▸ **Exercise**
Only lines holding "above" are needed; copy each of them from the data below.

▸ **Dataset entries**
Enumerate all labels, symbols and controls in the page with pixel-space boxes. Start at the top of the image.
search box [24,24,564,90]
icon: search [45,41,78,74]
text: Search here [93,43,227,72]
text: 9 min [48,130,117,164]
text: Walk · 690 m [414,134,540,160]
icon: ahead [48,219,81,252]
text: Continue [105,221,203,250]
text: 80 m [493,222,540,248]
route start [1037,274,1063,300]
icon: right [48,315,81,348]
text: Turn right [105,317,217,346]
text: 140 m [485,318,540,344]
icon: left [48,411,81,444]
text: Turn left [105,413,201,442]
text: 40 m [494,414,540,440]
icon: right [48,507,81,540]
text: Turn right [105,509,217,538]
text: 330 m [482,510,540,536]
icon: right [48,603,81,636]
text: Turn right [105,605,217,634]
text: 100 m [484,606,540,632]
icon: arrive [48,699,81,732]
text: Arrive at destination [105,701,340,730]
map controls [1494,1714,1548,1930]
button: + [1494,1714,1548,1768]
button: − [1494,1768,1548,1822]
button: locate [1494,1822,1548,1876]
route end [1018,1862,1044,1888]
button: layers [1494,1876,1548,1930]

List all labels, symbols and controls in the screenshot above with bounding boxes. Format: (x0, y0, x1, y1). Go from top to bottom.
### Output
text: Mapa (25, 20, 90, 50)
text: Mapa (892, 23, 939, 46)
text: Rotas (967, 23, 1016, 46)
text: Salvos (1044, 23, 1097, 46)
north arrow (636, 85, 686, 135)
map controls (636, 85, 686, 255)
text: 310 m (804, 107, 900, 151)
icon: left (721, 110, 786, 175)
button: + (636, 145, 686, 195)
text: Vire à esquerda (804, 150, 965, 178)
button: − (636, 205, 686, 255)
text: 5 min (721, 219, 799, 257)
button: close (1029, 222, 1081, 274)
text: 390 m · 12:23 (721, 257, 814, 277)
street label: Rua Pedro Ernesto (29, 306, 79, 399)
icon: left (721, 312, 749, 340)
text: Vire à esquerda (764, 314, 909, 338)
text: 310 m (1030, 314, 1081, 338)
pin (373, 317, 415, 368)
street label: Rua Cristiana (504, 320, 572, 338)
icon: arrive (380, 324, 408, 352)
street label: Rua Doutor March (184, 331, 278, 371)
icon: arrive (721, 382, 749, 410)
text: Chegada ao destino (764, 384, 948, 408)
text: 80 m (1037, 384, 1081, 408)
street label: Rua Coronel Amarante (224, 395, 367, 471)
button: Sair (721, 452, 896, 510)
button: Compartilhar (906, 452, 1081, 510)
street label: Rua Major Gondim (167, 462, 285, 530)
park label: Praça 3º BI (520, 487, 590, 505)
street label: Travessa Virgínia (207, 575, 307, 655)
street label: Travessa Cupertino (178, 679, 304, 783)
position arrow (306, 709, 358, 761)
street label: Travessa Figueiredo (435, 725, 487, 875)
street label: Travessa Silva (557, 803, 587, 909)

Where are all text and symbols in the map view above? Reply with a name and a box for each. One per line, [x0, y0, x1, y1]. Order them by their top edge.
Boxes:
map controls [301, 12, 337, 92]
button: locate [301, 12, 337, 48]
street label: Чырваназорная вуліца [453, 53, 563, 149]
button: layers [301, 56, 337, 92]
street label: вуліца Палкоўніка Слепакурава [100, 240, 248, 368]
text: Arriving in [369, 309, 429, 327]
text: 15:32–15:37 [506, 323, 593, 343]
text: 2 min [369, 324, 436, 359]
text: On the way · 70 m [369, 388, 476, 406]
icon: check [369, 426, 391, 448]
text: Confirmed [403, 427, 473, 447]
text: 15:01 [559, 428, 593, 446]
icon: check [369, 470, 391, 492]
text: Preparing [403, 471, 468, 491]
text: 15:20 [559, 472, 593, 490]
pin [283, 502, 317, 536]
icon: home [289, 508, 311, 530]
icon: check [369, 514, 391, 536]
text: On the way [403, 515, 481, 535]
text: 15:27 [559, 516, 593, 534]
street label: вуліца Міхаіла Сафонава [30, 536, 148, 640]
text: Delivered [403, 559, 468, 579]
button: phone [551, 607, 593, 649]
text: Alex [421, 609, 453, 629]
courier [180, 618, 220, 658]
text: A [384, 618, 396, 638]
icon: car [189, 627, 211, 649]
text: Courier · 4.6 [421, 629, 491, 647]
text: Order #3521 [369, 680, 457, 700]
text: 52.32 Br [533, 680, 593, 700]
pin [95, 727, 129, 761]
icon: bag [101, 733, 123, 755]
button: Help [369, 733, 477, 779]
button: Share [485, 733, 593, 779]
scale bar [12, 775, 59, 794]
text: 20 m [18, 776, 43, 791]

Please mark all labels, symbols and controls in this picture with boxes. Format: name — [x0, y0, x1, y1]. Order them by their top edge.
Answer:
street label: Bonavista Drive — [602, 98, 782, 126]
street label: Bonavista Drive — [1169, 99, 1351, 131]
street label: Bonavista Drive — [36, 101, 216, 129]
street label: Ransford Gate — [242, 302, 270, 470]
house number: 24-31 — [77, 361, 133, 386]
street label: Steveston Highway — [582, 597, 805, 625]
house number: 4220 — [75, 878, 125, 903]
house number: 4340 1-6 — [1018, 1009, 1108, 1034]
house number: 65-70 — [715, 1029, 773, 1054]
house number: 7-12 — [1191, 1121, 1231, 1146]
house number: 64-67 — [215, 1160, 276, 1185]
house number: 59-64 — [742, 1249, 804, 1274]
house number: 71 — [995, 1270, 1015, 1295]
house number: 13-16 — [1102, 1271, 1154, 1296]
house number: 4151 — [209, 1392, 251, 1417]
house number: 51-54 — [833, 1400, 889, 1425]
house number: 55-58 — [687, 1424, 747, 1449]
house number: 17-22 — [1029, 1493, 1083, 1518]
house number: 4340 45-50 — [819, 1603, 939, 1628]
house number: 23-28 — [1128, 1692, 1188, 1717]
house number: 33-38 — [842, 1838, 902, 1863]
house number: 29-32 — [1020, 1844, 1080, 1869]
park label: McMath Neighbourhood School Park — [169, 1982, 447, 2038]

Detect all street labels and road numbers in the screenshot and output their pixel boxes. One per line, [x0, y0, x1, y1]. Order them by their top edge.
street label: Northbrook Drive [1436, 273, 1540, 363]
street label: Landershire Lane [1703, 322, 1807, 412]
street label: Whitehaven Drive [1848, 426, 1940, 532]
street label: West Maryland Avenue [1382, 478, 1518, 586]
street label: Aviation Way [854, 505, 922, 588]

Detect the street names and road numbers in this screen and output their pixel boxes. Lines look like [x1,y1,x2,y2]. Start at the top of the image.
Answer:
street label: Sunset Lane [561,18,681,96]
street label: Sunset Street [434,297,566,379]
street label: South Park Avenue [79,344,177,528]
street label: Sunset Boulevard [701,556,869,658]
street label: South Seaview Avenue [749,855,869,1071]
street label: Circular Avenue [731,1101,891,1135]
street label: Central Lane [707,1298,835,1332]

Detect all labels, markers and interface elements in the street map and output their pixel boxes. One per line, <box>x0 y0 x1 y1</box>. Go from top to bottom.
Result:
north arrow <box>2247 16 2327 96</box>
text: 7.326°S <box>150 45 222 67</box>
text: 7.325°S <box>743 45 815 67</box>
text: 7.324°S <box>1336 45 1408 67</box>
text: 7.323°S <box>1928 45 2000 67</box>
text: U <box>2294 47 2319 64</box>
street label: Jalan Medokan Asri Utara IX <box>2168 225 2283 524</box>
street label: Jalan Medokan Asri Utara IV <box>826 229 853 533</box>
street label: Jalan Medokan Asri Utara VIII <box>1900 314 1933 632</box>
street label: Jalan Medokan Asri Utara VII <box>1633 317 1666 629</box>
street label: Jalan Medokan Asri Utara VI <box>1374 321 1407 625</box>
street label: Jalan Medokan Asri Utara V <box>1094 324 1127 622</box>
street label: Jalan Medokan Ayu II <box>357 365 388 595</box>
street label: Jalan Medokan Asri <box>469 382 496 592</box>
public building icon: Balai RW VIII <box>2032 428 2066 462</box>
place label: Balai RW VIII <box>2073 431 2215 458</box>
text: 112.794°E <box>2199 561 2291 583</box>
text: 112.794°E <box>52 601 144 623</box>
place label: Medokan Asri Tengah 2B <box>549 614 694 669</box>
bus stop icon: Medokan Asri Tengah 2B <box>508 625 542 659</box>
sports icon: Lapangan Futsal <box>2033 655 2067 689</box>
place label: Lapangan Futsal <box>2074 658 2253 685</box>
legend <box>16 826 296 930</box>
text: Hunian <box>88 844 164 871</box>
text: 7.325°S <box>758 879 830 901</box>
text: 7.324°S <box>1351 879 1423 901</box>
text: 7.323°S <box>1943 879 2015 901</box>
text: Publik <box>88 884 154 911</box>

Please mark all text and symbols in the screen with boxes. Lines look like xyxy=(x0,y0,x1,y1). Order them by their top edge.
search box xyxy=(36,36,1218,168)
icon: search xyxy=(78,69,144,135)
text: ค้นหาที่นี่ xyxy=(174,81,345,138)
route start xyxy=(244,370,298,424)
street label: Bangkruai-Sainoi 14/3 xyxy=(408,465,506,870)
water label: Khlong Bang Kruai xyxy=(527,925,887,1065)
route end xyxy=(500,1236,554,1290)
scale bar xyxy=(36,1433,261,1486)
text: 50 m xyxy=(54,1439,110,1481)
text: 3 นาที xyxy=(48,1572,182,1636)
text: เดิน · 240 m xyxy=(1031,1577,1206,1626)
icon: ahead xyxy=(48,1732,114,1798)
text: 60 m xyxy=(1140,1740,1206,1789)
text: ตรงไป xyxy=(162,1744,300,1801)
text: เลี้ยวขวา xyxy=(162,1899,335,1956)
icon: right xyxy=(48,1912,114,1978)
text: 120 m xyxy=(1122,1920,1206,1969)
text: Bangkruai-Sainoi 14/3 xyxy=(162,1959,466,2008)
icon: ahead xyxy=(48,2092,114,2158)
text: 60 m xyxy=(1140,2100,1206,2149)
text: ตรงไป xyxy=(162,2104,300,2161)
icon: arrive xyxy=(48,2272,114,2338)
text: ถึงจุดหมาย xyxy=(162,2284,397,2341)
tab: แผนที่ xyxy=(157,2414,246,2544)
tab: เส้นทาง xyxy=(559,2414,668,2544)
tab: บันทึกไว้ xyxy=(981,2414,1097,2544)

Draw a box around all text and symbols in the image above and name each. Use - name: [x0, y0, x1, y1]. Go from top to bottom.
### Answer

▸ **Solution to this problem**
List all labels, symbols and controls in the screenshot above with bounding boxes. Format: (x0, y0, x1, y1). Go from top to bottom.
Where are all text and symbols in the map view above? Reply with a name and a box for each. One per line, [x0, y0, x1, y1]. Order them by their top edge.
Draw a box around all text and symbols in the image above and name each. Use - name: [x0, y0, x1, y1]. Go from top to bottom.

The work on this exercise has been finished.